TITAN (Transformer-based pathology Image and Text Alignment Network) is a multimodal whole-slide foundation model from Mahmood Lab (Harvard/BWH). Pretrained on 335,645 WSIs via visual self-supervised learning and vision-language alignment with 423K synthetic captions from PathChat + 183K pathology reports. Without any fine-tuning, TITAN produces general-purpose slide representations for zero-shot classification, rare cancer retrieval, cross-modal retrieval, and pathology report generation. Outperforms both ROI and slide foundation models across diverse clinical tasks.

The field of computational pathology has been transformed with recent advances in foundation models that encode histopathology region-of-interests into versatile feature representations. However, translating these advancements to address complex clinical challenges at the patient and slide level remains constrained by limited clinical data. We propose TITAN, a multimodal whole-slide foundation model pretrained using 335,645 whole-slide images via visual self-supervised learning and vision-language alignment with pathology reports and 423,122 synthetic captions. Without any fine-tuning, TITAN can extract general-purpose slide representations and generate pathology reports that generalize to resource-limited clinical scenarios such as rare disease retrieval and cancer prognosis.

UNI is a general-purpose self-supervised foundation model for computational pathology from Mahmood Lab (Harvard/BWH), pretrained on >100 million images from >100,000 H&E-stained WSIs (>77 TB) across 20 tissue types. Evaluated on 34 representative CPath tasks — outperforming prior models across cancer classification, organ transplant assessment, and rare disease analysis. Demonstrates resolution-agnostic classification, few-shot slide classification, and generalization to 108 cancer types in the OncoTree system. 1,300+ citations.

Quantitative evaluation of tissue images is crucial for computational pathology tasks.

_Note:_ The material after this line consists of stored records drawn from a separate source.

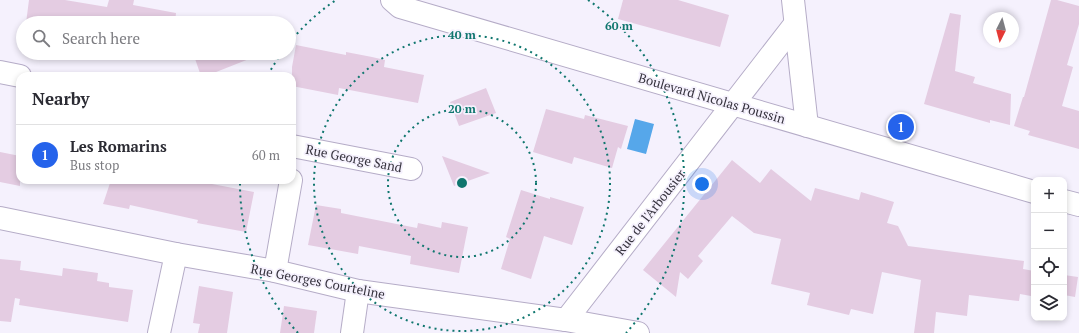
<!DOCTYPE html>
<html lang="en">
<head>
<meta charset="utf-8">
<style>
  :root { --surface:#fff; --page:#f2f2f3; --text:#2b2b33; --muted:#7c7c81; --line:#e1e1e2; --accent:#2563eb }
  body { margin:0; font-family:"PT Serif",serif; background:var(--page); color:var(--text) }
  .controls { position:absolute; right:12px; bottom:12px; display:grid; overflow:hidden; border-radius:8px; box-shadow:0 2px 6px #0003 }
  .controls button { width:36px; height:36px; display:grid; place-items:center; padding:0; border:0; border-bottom:1px solid var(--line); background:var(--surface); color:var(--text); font:20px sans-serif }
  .compass { position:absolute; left:983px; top:12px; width:36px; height:36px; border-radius:50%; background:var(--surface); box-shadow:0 2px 6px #0003; rotate:186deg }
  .you { position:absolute; left:702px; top:184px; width:14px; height:14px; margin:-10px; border:3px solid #fff; border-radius:50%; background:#1a73e8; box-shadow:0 0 0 6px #1a73e833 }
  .badge { display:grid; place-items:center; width:26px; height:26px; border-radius:50%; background:var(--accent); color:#fff; font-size:13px; font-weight:700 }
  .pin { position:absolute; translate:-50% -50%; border:2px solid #fff; box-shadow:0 1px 4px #0006 }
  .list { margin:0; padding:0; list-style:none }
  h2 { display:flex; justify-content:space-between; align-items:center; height:52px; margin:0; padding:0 16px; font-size:17px }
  h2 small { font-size:13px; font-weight:400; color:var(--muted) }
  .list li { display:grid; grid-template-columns:26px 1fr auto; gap:12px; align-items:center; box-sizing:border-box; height:60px; padding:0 16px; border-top:1px solid var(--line) }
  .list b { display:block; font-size:15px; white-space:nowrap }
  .list p { margin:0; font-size:13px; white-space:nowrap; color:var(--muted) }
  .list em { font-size:13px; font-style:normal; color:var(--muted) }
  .icon { flex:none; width:22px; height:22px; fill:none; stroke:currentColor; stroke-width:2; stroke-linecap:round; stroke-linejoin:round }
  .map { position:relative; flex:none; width:1079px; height:333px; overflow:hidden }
  .search { position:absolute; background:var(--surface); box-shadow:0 2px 6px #0003; left:16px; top:16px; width:280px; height:44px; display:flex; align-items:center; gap:10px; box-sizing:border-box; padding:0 14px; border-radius:22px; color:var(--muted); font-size:15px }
  .panel { position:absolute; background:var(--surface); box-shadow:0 2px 6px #0003; left:16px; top:72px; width:280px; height:112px; border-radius:12px }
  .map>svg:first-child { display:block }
  .water { fill:#56a7ea }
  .building { fill:#e4cce2 }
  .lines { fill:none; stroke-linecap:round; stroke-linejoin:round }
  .street-casing { stroke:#b5acc7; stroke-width:24 }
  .street { stroke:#fff; stroke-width:22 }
  .ring { fill:none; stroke:#0f766e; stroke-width:2; stroke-dasharray:2 4 }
  .labels { text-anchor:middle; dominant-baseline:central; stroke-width:3.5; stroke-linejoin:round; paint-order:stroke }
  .street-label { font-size:13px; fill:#37343f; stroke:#f5f1fd }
  .centre { fill:#0f766e; stroke:#f5f1fd; stroke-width:2 }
  .ring-label { font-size:12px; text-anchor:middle; font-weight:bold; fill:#0f766e; stroke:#f5f1fd; stroke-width:3.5; stroke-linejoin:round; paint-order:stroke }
</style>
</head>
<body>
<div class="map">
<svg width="1079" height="333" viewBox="0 0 1079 333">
  <rect width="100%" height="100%" fill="#f5f1fd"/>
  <!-- water -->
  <polygon class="water" points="635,119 654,124 646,154 627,149"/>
  <!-- building -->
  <g class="building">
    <polygon points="29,0 65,0 107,7 109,0 134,0 133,5 176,13 175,23 26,23"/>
    <polygon points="623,0 678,0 729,15 720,47 618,19"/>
    <polygon points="1051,0 1057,0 1079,6 1079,24 1067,65 1073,67 1062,106 1079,111 1079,149 1028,135 1030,131 1014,126 1023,97 1024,97"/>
    <polygon points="950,13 961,15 955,71 975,77 973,83 1011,94 1010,125 990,120 990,123 924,104"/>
    <polygon points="296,45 346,55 346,52 372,57 385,60 384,67 424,75 418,103 339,88 338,95 292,86 292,67"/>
    <polygon points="193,53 261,53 262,54 206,76 201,76"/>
    <polygon points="486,88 496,113 459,126 450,102"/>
    <polygon points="546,109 584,119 585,115 628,126 621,149 618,147 612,168 574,157 572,164 533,152"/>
    <polygon points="0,152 20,156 20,186 0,182"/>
    <polygon points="442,156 490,173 454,186"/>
    <polygon points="732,160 760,183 771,169 811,201 815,188 859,200 861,192 894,202 887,223 898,226 908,246 1024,261 1023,269 1034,271 1034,292 1031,291 1031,296 1020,294 1019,301 969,295 967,316 936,312 934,333 914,333 921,280 882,272 873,314 851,309 849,315 807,305 810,293 771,284 781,239 754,233 732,216 698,256 703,261 688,279 680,272 676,297 643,270"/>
    <polygon points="111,180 191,180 254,192 246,232 197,223 198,220 130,205 129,209 103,204"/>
    <polygon points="521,190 550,199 550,197 584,207 572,245 544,236 531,279 501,269 510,239 506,237"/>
    <polygon points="316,205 341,209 341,213 417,228 418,223 441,228 442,222 468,227 459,273 410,264 411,256 359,246 358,254 308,245"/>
    <polygon points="0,259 21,261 20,270 62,276 63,268 98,273 97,281 109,283 109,287 133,290 128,322 19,305 20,299 15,298 11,322 0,321"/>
    <polygon points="1064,275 1078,277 1075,297 1064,295"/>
    <polygon points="199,286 233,292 227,333 198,333 200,324 193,323"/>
    <polygon points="284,306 317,311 314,333 280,333"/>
  </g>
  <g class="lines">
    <!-- street casing -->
    <g class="street-casing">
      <g id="street">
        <polyline points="392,0 400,7 1034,192"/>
        <polyline points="793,0 807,126"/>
        <polyline points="0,72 20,76"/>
        <polyline points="292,146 411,169"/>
        <polyline points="1064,201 1079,205"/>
        <polyline points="0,218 176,254 275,271 358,291 566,320 638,333"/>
        <polyline points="275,271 291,180"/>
        <polyline points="566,320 795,24"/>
        <polyline points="159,333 176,254"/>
        <polyline points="352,333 358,291"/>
      </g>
    </g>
    <!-- street -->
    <use href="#street" class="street"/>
  </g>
  <!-- distance rings -->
  <g class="ring">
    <circle cx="462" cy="183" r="74"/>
    <circle cx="462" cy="183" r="148"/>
    <path d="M298 333A222 222 0 0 1 240 181M268 75A222 222 0 0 1 281 54M289 43A222 222 0 0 1 336 0M588 0A222 222 0 0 1 626 333"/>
  </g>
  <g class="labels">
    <!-- street labels -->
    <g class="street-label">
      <text transform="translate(712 98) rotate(16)">Boulevard Nicolas Poussin</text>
      <text transform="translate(354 158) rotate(11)">Rue George Sand</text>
      <text transform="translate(650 212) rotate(-52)">Rue de l'Arbousier</text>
      <text transform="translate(318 281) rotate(11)">Rue Georges Courteline</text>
    </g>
  </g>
  <circle cx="462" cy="183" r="6" class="centre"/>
  <g class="ring-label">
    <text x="619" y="30">60 m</text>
    <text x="462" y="39">40 m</text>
    <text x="462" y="113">20 m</text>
  </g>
</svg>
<div class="controls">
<button>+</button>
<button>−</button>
<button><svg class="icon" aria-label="locate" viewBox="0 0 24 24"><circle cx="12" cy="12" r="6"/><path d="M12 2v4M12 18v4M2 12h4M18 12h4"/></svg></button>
<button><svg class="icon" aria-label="layers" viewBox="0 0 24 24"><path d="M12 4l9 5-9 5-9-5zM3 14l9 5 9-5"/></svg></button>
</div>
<svg class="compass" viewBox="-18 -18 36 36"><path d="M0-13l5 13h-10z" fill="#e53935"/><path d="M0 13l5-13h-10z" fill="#7c7c81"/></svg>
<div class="you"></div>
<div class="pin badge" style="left:901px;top:127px">1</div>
<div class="search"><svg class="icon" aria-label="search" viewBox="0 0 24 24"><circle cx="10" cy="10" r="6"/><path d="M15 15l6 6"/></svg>Search here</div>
<section class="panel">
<h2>Nearby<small></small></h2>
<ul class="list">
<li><span class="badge">1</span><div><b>Les Romarins</b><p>Bus stop</p></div><em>60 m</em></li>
</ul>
</section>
</div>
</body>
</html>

The high resolution of WSIs and the variability of morphological features present significant challenges. We introduce UNI, a general-purpose self-supervised model for pathology, pretrained using more than 100 million images from over 100,000 diagnostic H&E-stained WSIs across 20 major tissue types. The model was evaluated on 34 representative CPath tasks. UNI outperforms previous state-of-the-art models and demonstrates new capabilities including resolution-agnostic tissue classification, few-shot slide classification, and disease subtyping generalization to 108 cancer types.

Virchow is the first million-slide foundation model for computational pathology, developed by Paige in collaboration with Microsoft. A 632M-parameter ViT-H model trained using DINOv2 on 1.5 million H&E-stained WSIs from MSKCC (17 tissue types). Demonstrates clinical-grade pan-cancer detection with 0.95 AUC across nine common and seven rare cancers. With less training data, the pan-cancer detector built on Virchow achieves similar performance to tissue-specific clinical-grade models in production, outperforming them on rare cancer variants. Serves as the foundation for Paige's Virchow2 (3M WSIs, multimodal) and Virchow2G (1.8B parameters) models.

The analysis of histopathology images with artificial intelligence aims to enable clinical decision support systems and precision medicine. We present Virchow, the largest foundation model for computational pathology to date. In addition to the evaluation of biomarker prediction and cell identification, we demonstrate that a large foundation model enables pan-cancer detection, achieving 0.95 specimen-level AUC across nine common and seven rare cancers. With less training data, the pan-cancer detector built on Virchow achieved similar performance to tissue-specific clinical-grade models in production and outperformed them on some rare variants of cancer.